Step 4. (Optional) If you chose By Password in Step 2, click the method then enter the password in the Encrypted or Plaintext field.
The options are:
Encrypted — This option lets you enter an encrypted version of the password.
Plaintext — This option lets you enter a plain text password.
Note: In this example, Plaintext is chosen and a plain text password is entered.
Step 5. Click Apply to save your authentication configuration.
Step 6. (Optional) Click Restore Default Credentials to restore the default user name and password then click OK to proceed.
Note: The username and password will be restored to the default values: anonymous/anonymous.
Step 7. (Optional) Click Display Sensitive Data as Plaintext to show the sensitive data of the page in plain text format then click OK to proceed.
Configure SSH User Key Table
Step 8. Check the check box of the key you wish to manage.
Note: In this example, RSA is chosen.
Step 9. (Optional) Click Generate to generate a new key. The new key will override the checked key then click OK to proceed.
Step 10. (Optional) Click Edit to edit a current key.
Step 11. (Optional) Choose a key type from the Key Type drop-down list.
Note: In this example, RSA is chosen.
Step 12. (Optional) Enter the new public key in the Public Key field.
Step 13. (Optional) Enter the new private key in the Private Key field.
Note: You can edit the private key and you can click Encrypted to see the current private key as an encrypted text, or Plaintext to see the current private key in plain text.

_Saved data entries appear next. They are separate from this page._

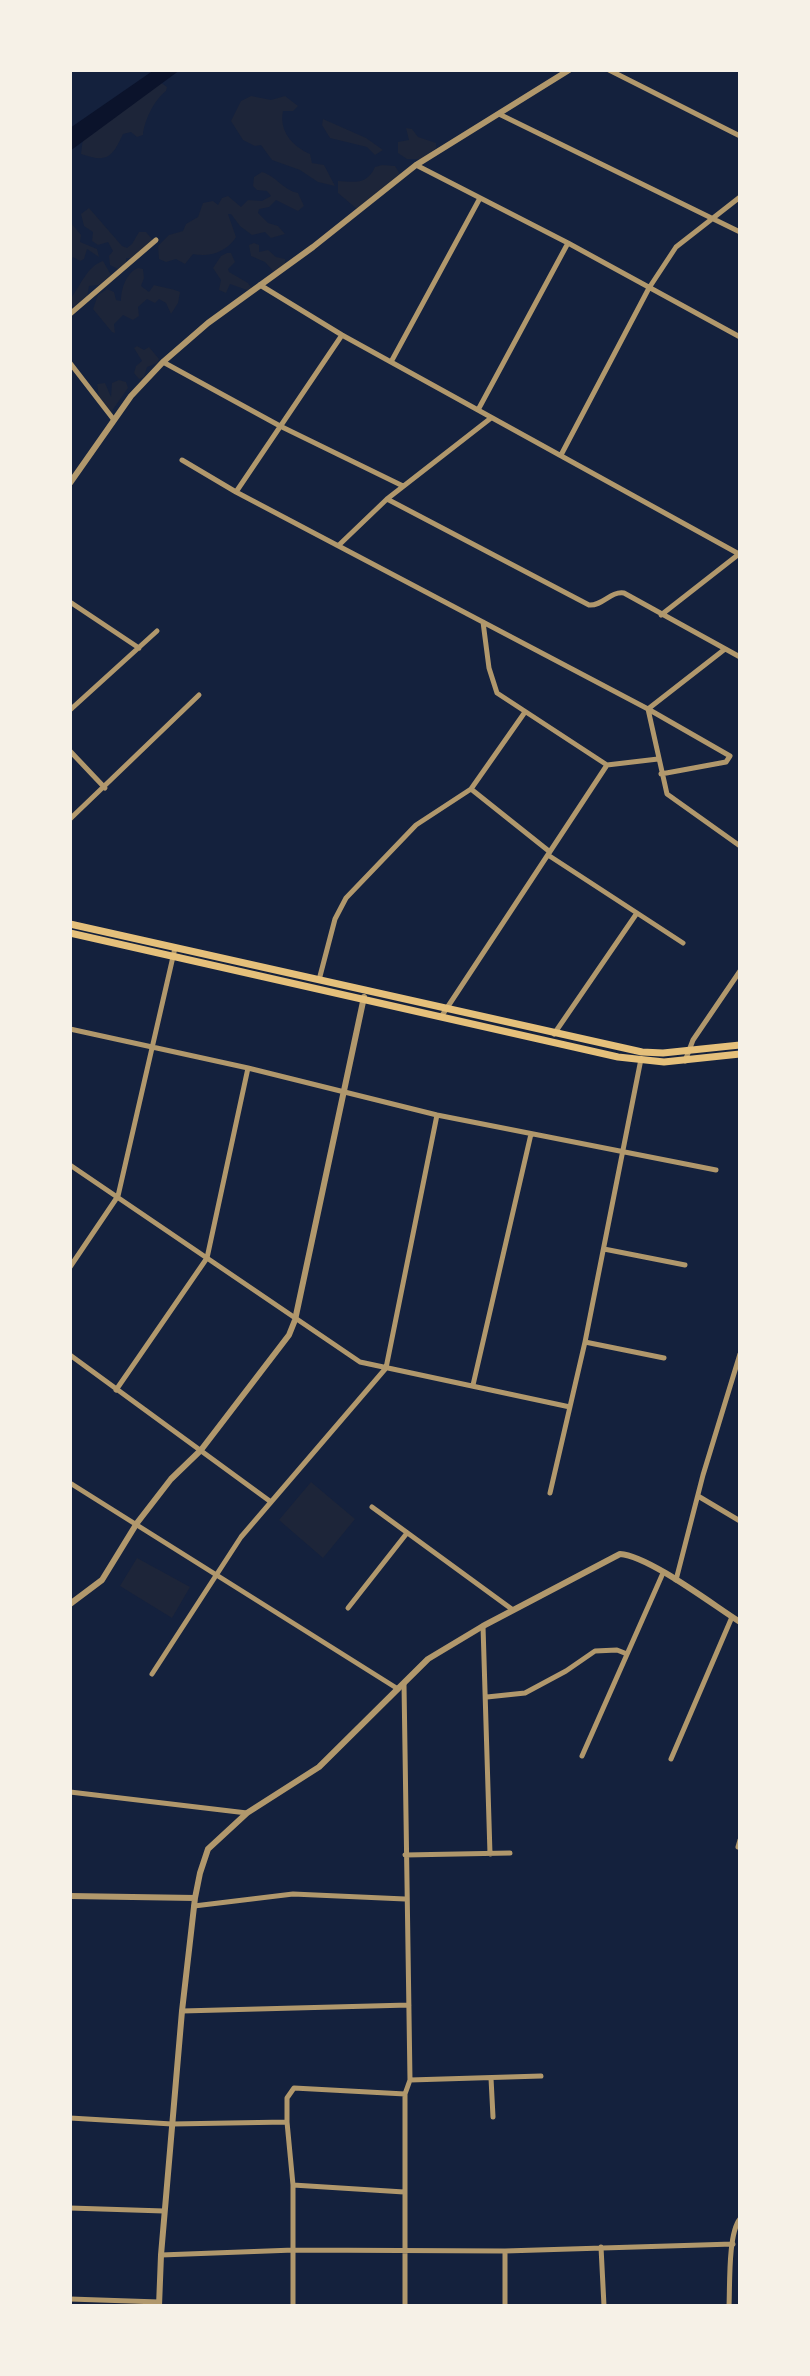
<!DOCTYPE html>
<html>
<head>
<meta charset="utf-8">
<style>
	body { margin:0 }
	#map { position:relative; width:810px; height:2376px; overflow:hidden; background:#14213d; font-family:Montserrat,sans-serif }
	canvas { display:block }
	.frame { position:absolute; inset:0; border:72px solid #f6f1e7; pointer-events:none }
</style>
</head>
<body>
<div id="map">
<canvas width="810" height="2376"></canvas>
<div class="frame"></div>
</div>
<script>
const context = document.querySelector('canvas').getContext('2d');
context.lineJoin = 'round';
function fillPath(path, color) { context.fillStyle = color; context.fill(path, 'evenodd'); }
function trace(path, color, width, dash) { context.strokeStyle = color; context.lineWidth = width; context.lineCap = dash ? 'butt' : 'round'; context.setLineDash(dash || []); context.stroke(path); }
fillPath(new Path2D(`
	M160 82 167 87 166 91C154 100 144 121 143 135L137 137 131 132 123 134C112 158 107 163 81 154L83 138Z
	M251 96 271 100 285 96 298 106 293 111H283C279 131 292 146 310 154L312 163 324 165 335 186 318 182 300 170 272 160 261 145 255 146 243 140 231 121 241 101Z
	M323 119 366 138 383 150 375 155 367 147 330 138 322 125Z
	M406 128 412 129 418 137 436 143V148L423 159H407L398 153V142L409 140Z
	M382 165 395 166 400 174 357 209 338 193V181C355 182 367 185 375 167Z
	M262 172C276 176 283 190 298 193L304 206 298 211 276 200 269 207 259 209 258 213 268 223 278 226 285 234 271 238 265 232 252 235 240 226 231 214H228L236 237C228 251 209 258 193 254L185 264 176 259 166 262 159 259 158 246 169 235 183 231 186 224 198 217 203 203 213 201 218 205 222 198 228 196 241 207 248 200 262 201 271 196 267 191 257 190 253 186 254 177Z
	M89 208 122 246 127 248 132 244 139 232H146L153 240 132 258H126V263L118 269 110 265 109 256 113 251 108 242 98 245 92 241 93 232 84 226 81 214Z
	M72 224 81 235 80 242 97 249 99 257 87 249 84 259 80 261 73 257 70 262Z
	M254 243 259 245V252L268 250 276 257 285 259V269L274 272 265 262 251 256 249 245Z
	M227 253H231L235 262 228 269 229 272 248 283 252 289 250 291 230 284 226 293 219 290 221 280 213 268 221 256Z
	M103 261 111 275 99 285 89 286 87 297 75 306H71L70 299C81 286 86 267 103 261Z
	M138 268 143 269 144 278 141 286 149 292 154 285C160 287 175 289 180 292L178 303 171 314 166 303 159 299 155 303 147 299 138 307 139 316 133 320 123 315 114 324 115 333 112 332 93 309 98 295 107 289 114 292 116 300 121 301C121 289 126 273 138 268Z
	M137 346 144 350 149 347 159 359 157 363 147 367 144 377 139 379 134 373 136 366 142 361 134 348Z
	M119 380 126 382 128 388 109 415 98 401 99 397 97 384 105 383 111 397 112 383Z
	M311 1482 355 1519 323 1558 279 1520Z
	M137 1558 190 1587 172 1618 120 1586Z`), '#1d2539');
fillPath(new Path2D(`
	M154 70H180L70 151V128Z`), '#0b132b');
trace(new Path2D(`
	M609 70 740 136
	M499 114 740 232
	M416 165 568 243 740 337
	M260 285 342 335 739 554
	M70 314 156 240
	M163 362 280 426 403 486
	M391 362 480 198
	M70 363 114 420
	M478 410 568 243
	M561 455 649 288 676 247 740 197
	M182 460 236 492 648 709 730 756 726 762 661 774
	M236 492 342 335
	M387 499 589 605C603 606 610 591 624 593L740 657
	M339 545 387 499 491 418
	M70 602 139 648
	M661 615 739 554
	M483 622 489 668 497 693 607 765 658 759
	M648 709 667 794 740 846
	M648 709 725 649
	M70 710 157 631
	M70 751 105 788
	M471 789 550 852
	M70 819 199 695
	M548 855 683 943
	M319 980 335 919 346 898 416 825 471 789 525 712
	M441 1017 607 765
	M70 1029 248 1068 437 1115 716 1170
	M554 1034 637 913
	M685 1061 693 1040 740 971
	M70 1165 360 1362 570 1407
	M604 1249 685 1265
	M70 1267 118 1196 175 948
	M585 1342 664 1358
	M70 1355 271 1502
	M473 1385 531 1134
	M116 1390 207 1258 248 1068
	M70 1483 398 1689
	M550 1493 585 1342 641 1059
	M698 1496 740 1521
	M372 1507 513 1610
	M676 1580 703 1475 740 1354
	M348 1608 407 1533
	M483 1626 490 1854
	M152 1674 241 1537 386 1368 437 1115
	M404 1684 410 2080 405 2094V2306
	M487 1697 525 1693 566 1671 595 1651 617 1650 627 1654
	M582 1756 663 1573
	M671 1759 732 1617
	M70 1792 247 1813
	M740 1840 738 1847H740
	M405 1855 510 1853
	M194 1906 293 1894 405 1899
	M182 2011 409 2005
	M491 2078 493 2117
	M410 2080 541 2076
	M70 2118 172 2124 287 2122
	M293 2185 404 2192
	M70 2208 164 2211
	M601 2247 604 2306
	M505 2251V2306
	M161 2255 294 2250 505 2251 733 2244
	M70 2299 159 2302
	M293 2306V2185L287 2122V2098L294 2088 405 2094
	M729 2306C730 2286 728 2233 740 2219`), '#b1986c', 5);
trace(new Path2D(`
	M70 483 131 396 163 362 208 323 313 247 416 165 569 70
	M70 1604 102 1580 137 1523 171 1479 201 1450 289 1335 295 1320 364 997
	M70 1896 195 1898
	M159 2306 161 2255 182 2011 195 1898 200 1873 208 1849 247 1813 319 1767 428 1659 483 1626 620 1554C649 1556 713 1605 740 1622`), '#b1986c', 6);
trace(new Path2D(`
	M70 924 642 1052 663 1053 740 1045
	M70 933 618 1057 664 1062 740 1054`), '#e5c07b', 7);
</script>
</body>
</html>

Step 14. (Optional) Click Display Sensitive Data as Plaintext to show the encrypted data of the page in plain text format then click OK to proceed.
Step 15. Click Apply to save your changes then click Close.
Step 16. (Optional) Click Delete to delete the checked key.
Step 17. (Optional) Once prompted by a confirmation message as shown below, click OK to delete the key.
Step 18. (Optional) Click Details to see the details of the checked key.
Step 19. (Optional) Click the Save button at the top portion of the page to save the changes to the startup configuration file.
You should now have configured the client user authentication settings on your managed switch.